Segment Start: Data to process

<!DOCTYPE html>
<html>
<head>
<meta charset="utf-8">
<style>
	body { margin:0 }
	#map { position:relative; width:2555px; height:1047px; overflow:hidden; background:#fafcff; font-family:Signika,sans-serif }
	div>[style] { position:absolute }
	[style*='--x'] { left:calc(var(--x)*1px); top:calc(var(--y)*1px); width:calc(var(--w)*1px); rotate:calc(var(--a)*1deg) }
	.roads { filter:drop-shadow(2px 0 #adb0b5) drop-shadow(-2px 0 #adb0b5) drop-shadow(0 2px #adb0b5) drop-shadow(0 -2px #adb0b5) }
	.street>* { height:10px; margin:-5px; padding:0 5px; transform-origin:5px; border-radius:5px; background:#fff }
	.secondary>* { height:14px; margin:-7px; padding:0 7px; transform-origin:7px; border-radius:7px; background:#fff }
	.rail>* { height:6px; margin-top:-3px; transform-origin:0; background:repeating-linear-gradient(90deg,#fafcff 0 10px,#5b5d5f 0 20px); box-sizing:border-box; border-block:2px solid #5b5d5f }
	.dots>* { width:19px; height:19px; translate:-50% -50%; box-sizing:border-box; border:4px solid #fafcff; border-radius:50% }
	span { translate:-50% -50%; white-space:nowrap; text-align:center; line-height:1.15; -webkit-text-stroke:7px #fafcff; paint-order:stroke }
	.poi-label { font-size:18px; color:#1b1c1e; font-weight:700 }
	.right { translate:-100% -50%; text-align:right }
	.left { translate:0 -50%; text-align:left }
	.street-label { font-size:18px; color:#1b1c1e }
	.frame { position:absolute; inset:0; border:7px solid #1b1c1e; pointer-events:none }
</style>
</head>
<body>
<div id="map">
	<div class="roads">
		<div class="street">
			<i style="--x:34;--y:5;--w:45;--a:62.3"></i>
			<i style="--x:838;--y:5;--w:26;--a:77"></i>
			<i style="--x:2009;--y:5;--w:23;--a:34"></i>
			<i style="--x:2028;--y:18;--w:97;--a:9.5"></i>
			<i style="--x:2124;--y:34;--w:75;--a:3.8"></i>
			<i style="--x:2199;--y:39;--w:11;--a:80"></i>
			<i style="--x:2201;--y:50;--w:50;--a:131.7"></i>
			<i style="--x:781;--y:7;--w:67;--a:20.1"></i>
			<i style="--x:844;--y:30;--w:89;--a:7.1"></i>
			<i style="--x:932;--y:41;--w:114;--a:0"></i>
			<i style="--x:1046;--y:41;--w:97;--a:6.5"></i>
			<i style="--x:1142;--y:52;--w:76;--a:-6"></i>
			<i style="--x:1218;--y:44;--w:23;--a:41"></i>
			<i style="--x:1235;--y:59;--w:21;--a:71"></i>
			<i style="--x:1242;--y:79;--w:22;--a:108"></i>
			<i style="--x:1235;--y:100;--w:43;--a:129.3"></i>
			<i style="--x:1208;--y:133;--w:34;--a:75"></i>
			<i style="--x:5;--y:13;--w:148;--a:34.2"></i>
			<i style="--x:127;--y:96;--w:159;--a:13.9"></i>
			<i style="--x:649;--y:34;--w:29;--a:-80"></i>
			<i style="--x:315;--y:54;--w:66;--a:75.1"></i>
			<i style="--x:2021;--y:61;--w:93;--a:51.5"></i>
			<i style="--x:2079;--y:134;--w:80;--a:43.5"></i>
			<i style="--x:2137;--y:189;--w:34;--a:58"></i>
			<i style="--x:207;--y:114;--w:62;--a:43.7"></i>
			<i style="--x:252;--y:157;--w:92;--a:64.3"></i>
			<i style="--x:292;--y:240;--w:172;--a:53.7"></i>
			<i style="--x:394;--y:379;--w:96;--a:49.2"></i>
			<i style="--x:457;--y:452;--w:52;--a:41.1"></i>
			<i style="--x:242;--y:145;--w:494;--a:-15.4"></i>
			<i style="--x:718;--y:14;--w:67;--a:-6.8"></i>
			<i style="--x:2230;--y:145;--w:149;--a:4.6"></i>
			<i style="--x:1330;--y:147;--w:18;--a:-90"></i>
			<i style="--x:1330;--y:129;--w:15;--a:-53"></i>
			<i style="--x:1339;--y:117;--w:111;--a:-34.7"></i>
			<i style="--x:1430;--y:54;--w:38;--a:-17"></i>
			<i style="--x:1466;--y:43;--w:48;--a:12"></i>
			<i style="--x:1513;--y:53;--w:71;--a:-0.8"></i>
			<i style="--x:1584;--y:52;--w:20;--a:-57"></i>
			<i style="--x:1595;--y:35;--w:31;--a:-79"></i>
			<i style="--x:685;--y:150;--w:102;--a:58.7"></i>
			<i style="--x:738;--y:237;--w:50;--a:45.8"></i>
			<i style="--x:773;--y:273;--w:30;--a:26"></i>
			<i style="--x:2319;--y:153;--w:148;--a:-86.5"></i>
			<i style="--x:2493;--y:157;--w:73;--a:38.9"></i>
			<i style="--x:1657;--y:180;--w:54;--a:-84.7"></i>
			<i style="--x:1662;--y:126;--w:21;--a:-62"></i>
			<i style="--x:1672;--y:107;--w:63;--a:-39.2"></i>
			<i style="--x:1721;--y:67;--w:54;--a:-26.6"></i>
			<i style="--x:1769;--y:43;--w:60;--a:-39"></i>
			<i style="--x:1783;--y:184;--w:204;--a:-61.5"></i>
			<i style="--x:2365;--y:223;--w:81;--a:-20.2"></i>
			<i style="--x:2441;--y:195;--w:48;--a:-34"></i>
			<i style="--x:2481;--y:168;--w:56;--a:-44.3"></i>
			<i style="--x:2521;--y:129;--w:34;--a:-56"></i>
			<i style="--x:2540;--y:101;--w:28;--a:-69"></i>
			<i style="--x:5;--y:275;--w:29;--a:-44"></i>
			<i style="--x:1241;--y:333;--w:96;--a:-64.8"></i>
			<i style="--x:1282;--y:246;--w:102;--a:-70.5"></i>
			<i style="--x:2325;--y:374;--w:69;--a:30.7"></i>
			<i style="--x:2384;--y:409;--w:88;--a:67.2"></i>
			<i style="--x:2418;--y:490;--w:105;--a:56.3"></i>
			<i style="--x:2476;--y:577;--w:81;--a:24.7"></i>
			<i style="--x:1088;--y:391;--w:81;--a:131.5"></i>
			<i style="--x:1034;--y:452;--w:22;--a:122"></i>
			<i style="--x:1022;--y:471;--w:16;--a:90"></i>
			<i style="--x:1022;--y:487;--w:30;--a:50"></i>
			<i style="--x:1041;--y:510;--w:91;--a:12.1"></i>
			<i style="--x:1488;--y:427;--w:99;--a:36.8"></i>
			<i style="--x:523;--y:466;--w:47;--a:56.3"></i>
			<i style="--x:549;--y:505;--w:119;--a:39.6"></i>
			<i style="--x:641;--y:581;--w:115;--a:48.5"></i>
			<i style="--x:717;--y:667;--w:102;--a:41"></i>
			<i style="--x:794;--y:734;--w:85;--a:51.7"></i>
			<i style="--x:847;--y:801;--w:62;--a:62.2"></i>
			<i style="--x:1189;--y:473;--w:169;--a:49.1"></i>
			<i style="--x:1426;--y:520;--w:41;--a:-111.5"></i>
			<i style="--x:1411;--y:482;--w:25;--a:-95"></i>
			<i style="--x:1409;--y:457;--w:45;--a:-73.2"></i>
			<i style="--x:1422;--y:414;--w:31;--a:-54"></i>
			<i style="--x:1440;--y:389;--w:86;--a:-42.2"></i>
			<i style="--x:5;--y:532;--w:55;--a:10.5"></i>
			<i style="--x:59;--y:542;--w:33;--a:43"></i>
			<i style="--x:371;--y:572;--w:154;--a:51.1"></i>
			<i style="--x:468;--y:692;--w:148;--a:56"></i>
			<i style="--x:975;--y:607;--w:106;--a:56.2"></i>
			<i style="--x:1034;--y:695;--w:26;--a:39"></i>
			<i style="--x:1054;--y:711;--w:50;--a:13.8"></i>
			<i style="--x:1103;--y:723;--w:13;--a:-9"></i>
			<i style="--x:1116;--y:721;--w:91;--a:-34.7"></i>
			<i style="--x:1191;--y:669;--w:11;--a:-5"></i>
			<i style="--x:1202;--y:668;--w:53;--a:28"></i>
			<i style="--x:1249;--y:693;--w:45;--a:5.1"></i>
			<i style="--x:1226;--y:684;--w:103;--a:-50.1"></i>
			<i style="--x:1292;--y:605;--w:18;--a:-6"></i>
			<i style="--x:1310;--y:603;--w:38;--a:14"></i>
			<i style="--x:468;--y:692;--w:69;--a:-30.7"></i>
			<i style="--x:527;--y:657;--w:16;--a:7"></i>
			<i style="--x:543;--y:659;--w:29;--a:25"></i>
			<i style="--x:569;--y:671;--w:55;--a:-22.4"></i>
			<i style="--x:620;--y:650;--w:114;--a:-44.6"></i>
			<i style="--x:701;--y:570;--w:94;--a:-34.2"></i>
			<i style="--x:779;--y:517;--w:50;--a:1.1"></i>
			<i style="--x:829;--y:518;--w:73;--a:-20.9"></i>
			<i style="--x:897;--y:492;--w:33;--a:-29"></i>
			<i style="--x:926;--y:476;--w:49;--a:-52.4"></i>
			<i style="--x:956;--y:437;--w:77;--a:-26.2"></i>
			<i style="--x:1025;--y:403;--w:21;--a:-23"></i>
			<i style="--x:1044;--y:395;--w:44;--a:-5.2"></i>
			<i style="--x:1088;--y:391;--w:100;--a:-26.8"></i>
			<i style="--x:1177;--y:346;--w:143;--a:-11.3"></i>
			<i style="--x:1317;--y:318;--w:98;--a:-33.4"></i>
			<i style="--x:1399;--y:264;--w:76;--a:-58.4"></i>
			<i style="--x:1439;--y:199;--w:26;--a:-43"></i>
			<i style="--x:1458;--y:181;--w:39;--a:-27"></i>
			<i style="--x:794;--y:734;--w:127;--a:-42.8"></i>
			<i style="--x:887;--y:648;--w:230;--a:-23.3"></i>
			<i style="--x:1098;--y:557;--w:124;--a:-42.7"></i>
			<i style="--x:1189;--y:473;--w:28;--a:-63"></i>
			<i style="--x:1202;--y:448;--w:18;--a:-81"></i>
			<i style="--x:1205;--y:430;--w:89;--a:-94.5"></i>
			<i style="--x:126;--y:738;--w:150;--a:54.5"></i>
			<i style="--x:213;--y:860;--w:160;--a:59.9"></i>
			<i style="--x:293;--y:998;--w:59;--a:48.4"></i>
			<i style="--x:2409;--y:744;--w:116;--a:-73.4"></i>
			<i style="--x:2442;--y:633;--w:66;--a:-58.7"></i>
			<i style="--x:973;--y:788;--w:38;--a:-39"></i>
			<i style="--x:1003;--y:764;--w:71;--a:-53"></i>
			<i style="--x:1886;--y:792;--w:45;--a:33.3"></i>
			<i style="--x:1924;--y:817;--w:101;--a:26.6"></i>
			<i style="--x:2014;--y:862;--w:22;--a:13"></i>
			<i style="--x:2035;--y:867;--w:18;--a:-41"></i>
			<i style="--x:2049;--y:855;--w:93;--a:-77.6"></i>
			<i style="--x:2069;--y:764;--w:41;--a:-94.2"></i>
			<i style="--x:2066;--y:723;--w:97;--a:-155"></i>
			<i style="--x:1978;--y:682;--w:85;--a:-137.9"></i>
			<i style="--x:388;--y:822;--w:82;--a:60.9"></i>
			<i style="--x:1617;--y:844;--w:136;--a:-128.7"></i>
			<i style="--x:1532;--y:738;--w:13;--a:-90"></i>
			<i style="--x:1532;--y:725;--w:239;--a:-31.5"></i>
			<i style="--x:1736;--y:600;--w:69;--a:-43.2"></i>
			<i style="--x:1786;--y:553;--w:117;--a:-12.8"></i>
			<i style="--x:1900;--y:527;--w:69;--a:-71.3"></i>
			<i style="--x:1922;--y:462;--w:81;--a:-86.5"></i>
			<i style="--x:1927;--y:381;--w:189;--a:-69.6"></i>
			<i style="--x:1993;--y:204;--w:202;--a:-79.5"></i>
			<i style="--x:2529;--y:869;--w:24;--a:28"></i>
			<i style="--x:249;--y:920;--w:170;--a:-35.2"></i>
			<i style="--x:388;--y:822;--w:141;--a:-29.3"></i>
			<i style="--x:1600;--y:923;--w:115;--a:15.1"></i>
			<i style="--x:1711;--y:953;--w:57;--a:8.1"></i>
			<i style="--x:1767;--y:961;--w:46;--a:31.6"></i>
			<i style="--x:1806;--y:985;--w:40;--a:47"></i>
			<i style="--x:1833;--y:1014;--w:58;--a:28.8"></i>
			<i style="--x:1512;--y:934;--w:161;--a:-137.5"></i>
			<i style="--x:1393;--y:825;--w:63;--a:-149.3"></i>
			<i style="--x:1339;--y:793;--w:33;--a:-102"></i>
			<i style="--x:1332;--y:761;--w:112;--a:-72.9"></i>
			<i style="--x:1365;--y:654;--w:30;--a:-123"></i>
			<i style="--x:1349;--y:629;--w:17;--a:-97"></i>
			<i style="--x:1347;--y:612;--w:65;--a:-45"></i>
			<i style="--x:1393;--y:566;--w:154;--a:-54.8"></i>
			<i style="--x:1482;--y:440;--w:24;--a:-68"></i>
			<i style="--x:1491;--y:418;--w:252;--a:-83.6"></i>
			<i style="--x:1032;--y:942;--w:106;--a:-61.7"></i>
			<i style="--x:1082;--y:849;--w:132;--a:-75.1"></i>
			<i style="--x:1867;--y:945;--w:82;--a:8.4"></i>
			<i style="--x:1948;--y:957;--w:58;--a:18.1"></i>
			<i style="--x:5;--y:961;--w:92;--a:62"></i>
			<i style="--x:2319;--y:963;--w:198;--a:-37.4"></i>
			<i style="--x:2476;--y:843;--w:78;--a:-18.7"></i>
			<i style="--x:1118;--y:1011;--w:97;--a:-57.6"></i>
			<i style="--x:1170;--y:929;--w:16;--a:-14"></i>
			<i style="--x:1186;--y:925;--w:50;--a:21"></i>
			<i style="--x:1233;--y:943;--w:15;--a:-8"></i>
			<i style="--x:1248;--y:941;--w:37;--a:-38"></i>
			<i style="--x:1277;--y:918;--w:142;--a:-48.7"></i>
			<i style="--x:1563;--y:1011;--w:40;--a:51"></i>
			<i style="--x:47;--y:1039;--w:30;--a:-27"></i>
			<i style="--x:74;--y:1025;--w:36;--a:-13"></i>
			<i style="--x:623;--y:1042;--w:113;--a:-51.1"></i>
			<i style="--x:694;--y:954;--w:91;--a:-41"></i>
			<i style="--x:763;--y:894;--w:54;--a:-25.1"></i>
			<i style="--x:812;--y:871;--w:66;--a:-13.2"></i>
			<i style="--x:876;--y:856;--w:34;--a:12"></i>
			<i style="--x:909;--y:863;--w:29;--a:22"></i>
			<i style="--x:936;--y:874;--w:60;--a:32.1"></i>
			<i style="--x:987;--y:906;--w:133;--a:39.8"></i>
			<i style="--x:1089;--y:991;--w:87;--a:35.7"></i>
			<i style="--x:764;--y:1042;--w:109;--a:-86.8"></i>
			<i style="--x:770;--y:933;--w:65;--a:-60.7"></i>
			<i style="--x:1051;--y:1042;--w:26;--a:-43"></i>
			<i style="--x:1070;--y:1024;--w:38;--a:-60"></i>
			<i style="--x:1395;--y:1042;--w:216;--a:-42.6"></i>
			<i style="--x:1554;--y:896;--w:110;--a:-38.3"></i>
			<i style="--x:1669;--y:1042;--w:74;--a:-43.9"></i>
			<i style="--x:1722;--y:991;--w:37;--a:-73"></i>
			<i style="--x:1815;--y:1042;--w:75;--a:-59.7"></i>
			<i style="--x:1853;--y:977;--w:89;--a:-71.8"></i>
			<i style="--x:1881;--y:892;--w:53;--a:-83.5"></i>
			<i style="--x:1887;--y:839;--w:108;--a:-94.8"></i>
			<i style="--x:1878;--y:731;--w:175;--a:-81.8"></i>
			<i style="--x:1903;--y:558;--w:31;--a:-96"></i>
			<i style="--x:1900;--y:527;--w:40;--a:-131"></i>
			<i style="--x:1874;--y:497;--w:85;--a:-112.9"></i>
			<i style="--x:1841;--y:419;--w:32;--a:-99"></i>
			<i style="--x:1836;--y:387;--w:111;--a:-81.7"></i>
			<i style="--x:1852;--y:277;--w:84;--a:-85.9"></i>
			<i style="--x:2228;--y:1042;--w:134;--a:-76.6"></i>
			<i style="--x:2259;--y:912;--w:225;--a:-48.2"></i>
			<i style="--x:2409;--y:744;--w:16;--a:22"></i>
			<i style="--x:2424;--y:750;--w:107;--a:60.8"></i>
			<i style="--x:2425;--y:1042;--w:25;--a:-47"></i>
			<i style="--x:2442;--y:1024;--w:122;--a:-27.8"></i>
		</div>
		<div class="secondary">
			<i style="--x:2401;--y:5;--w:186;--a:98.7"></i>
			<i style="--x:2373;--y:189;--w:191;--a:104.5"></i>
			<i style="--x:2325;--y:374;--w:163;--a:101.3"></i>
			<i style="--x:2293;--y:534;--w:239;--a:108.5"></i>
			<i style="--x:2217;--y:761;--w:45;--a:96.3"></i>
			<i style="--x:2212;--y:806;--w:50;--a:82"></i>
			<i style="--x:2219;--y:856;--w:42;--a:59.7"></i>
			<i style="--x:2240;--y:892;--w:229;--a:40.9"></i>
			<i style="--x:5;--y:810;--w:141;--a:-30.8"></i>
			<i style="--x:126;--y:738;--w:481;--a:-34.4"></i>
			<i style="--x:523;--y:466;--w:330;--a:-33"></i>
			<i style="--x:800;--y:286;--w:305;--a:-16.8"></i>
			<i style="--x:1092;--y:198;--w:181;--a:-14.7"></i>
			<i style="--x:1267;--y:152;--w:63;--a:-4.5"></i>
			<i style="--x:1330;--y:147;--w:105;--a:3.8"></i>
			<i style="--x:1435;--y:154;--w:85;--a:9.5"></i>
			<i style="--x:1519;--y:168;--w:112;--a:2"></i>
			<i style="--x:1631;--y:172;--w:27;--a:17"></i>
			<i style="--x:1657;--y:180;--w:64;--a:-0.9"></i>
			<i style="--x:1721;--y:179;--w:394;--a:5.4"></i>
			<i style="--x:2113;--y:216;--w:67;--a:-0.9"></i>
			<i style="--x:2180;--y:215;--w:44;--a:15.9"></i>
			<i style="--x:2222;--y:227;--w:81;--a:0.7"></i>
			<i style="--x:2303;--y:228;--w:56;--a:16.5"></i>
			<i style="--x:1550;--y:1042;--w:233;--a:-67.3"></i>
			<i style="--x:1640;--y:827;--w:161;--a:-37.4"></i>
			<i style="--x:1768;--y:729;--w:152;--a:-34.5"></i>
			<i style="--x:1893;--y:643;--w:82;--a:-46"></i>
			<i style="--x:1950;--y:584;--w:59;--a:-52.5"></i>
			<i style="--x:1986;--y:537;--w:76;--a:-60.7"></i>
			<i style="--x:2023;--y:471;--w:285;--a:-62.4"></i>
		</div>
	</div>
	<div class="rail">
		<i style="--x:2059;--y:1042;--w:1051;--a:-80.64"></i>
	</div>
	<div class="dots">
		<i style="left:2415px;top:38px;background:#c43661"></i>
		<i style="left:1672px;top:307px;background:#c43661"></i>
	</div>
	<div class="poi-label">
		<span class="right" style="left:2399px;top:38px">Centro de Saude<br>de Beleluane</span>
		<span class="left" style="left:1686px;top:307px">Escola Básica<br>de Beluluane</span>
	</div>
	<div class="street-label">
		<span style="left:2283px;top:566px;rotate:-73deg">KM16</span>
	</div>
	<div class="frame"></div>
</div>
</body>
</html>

Segment End: Data to process

Among the entries above, locate the lines containing "position:relative; width:2555px; height:1047px;" and "filter:drop-shadow(2px 0 #adb0b5)", and transcribe exactly those two lines and all lines between.

	#map { position:relative; width:2555px; height:1047px; overflow:hidden; background:#fafcff; font-family:Signika,sans-serif }
	div>[style] { position:absolute }
	[style*='--x'] { left:calc(var(--x)*1px); top:calc(var(--y)*1px); width:calc(var(--w)*1px); rotate:calc(var(--a)*1deg) }
	.roads { filter:drop-shadow(2px 0 #adb0b5) drop-shadow(-2px 0 #adb0b5) drop-shadow(0 2px #adb0b5) drop-shadow(0 -2px #adb0b5) }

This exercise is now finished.